### Work item
Of the entries below, copy only those lines that contain the word "above".

━━ Data ━━

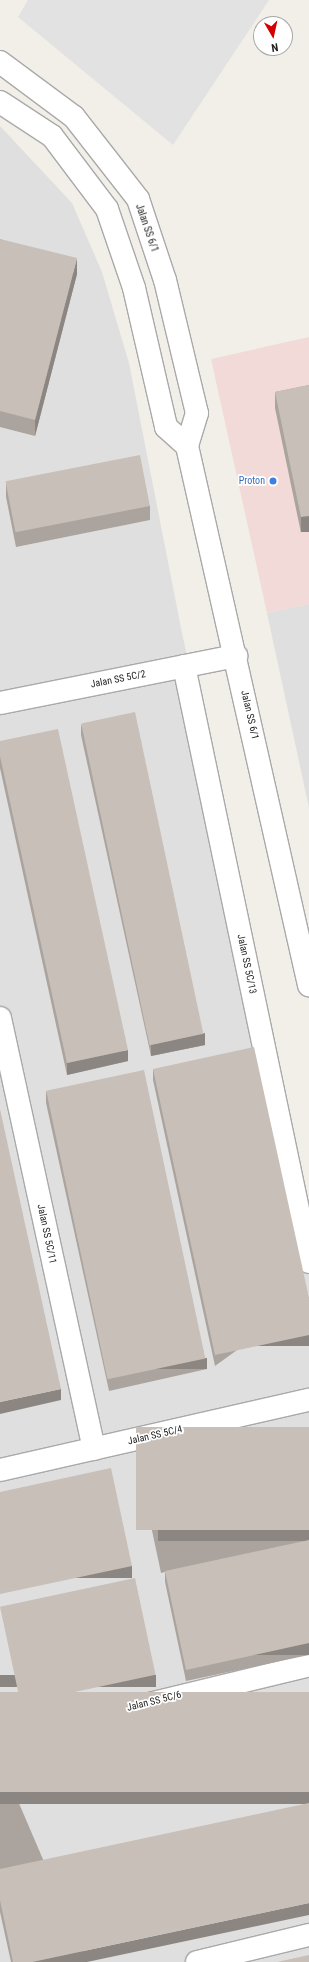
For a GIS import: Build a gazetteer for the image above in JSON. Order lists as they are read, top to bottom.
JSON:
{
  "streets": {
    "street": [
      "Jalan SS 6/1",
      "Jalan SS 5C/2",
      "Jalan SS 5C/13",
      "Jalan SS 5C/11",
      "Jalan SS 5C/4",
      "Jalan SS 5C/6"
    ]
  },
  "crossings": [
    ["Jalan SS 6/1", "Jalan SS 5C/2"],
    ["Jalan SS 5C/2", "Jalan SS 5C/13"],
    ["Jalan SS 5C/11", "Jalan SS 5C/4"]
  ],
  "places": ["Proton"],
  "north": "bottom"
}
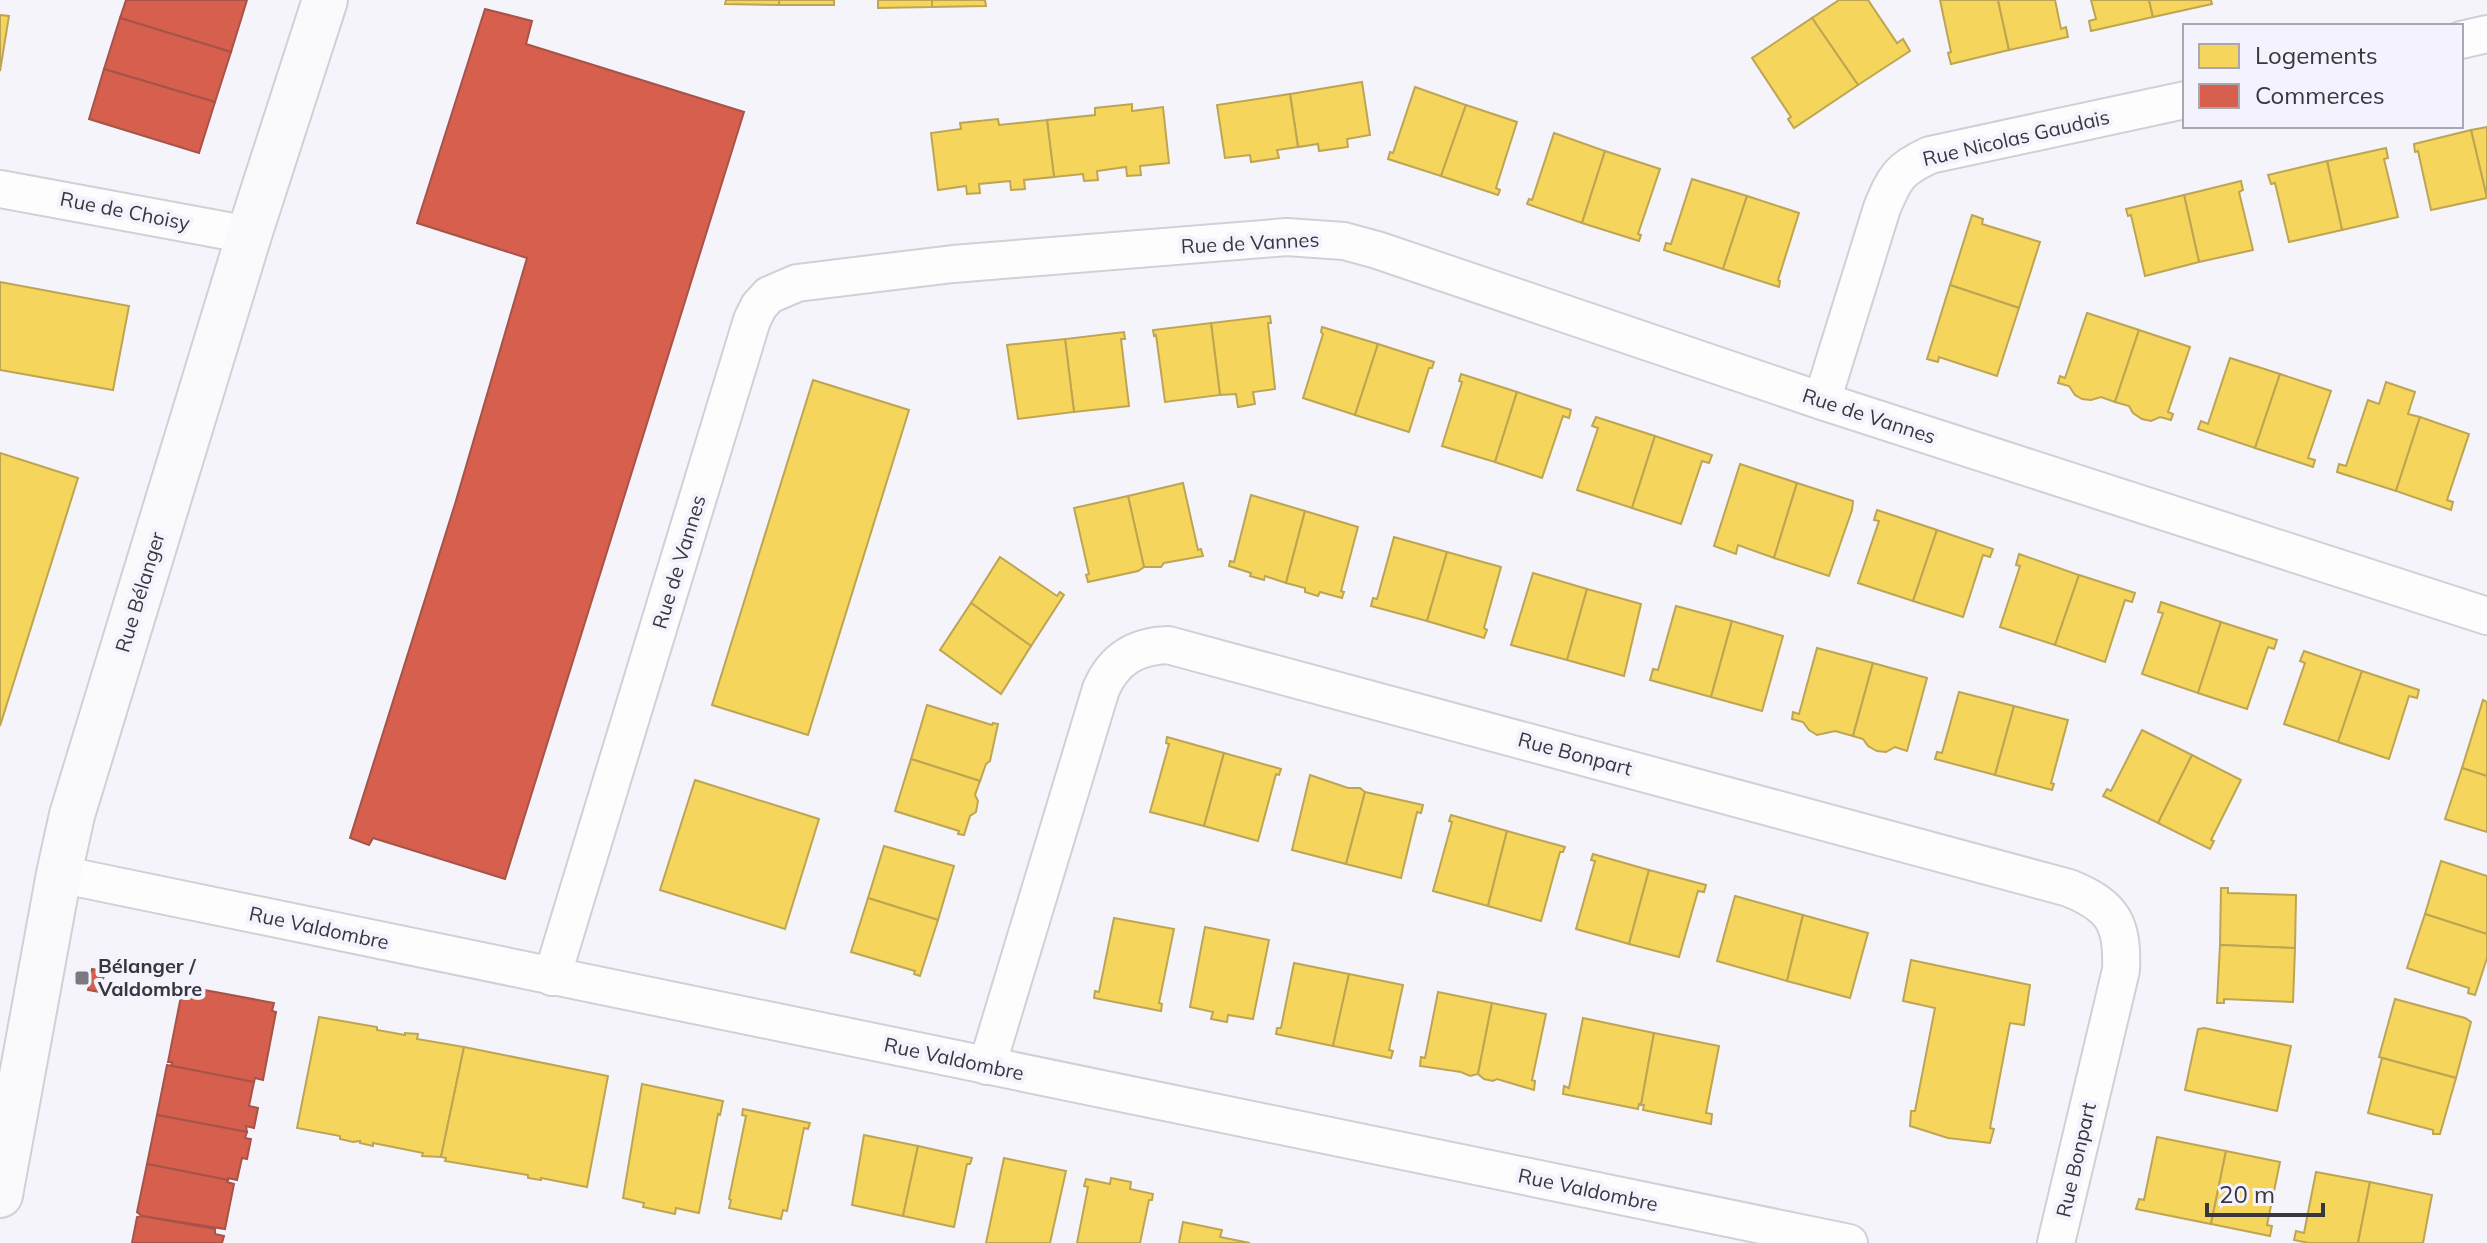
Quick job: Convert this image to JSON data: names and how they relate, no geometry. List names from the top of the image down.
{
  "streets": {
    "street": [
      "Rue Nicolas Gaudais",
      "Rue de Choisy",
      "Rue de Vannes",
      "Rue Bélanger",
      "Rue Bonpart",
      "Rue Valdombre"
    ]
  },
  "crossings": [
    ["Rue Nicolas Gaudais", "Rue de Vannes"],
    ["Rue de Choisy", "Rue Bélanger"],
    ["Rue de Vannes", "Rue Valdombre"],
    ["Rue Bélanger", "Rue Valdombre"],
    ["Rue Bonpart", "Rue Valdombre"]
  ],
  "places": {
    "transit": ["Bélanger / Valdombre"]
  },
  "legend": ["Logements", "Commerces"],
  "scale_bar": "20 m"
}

━━━
━━ Data ━━

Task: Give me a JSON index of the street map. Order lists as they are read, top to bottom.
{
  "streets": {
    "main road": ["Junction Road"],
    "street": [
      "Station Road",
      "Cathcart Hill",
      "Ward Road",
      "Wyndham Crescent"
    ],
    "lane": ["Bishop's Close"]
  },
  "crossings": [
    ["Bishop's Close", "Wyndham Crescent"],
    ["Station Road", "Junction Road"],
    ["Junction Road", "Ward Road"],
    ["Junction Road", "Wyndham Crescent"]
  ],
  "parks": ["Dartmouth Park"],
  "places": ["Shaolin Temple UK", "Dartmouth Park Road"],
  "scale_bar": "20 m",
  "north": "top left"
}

━━━
━━ Data ━━

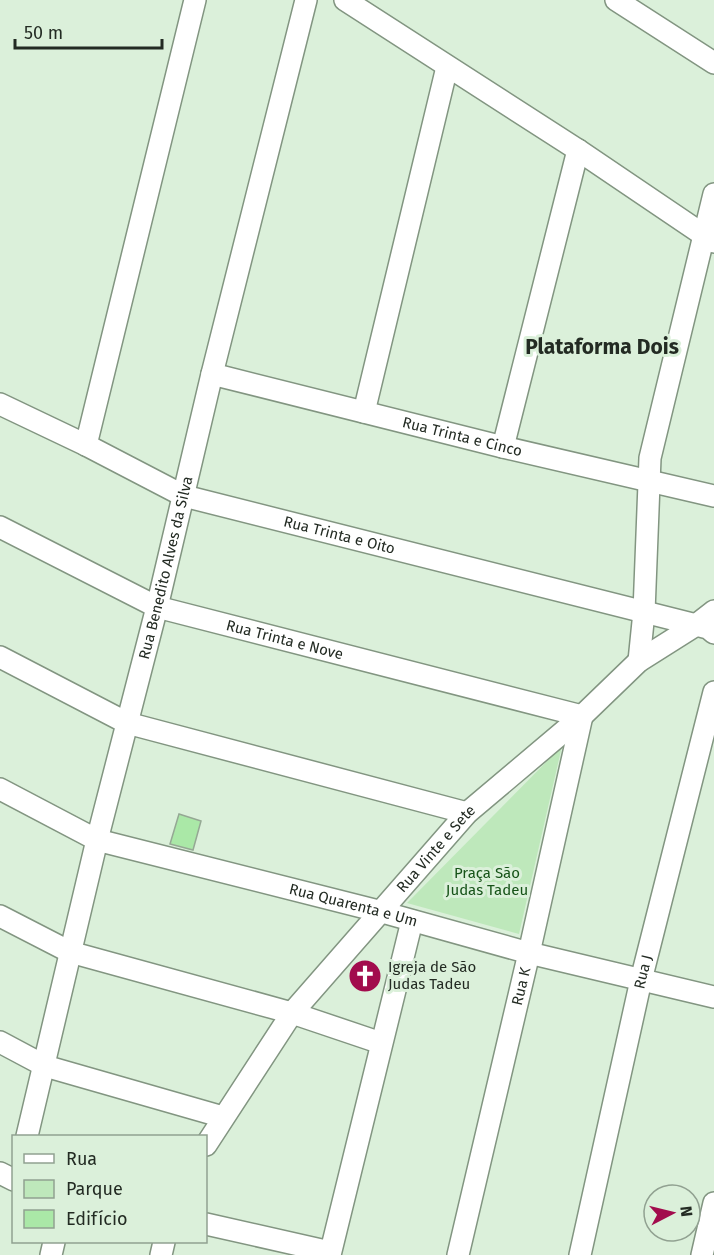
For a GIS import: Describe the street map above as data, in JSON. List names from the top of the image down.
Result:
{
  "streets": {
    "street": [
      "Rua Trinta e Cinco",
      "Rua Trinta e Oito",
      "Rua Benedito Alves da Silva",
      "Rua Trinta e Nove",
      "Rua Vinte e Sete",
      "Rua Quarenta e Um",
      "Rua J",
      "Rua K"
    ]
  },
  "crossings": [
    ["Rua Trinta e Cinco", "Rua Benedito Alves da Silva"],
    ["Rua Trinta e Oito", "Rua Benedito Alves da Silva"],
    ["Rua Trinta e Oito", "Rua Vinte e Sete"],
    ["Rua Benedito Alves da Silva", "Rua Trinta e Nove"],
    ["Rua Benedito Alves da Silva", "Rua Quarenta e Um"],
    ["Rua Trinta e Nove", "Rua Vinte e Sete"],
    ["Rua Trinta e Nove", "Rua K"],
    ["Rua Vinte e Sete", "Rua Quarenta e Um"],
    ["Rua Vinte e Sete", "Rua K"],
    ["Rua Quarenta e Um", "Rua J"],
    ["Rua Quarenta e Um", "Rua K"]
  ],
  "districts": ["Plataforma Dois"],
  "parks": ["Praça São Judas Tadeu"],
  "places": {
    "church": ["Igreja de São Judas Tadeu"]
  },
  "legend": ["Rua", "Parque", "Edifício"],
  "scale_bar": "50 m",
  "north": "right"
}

━━━

### Task answer
For a GIS import: Build a gazetteer for the image above in JSON. Order lists as they are read, top to bottom.
For a GIS import: Describe the street map above as data, in JSON. List names from the top of the image down.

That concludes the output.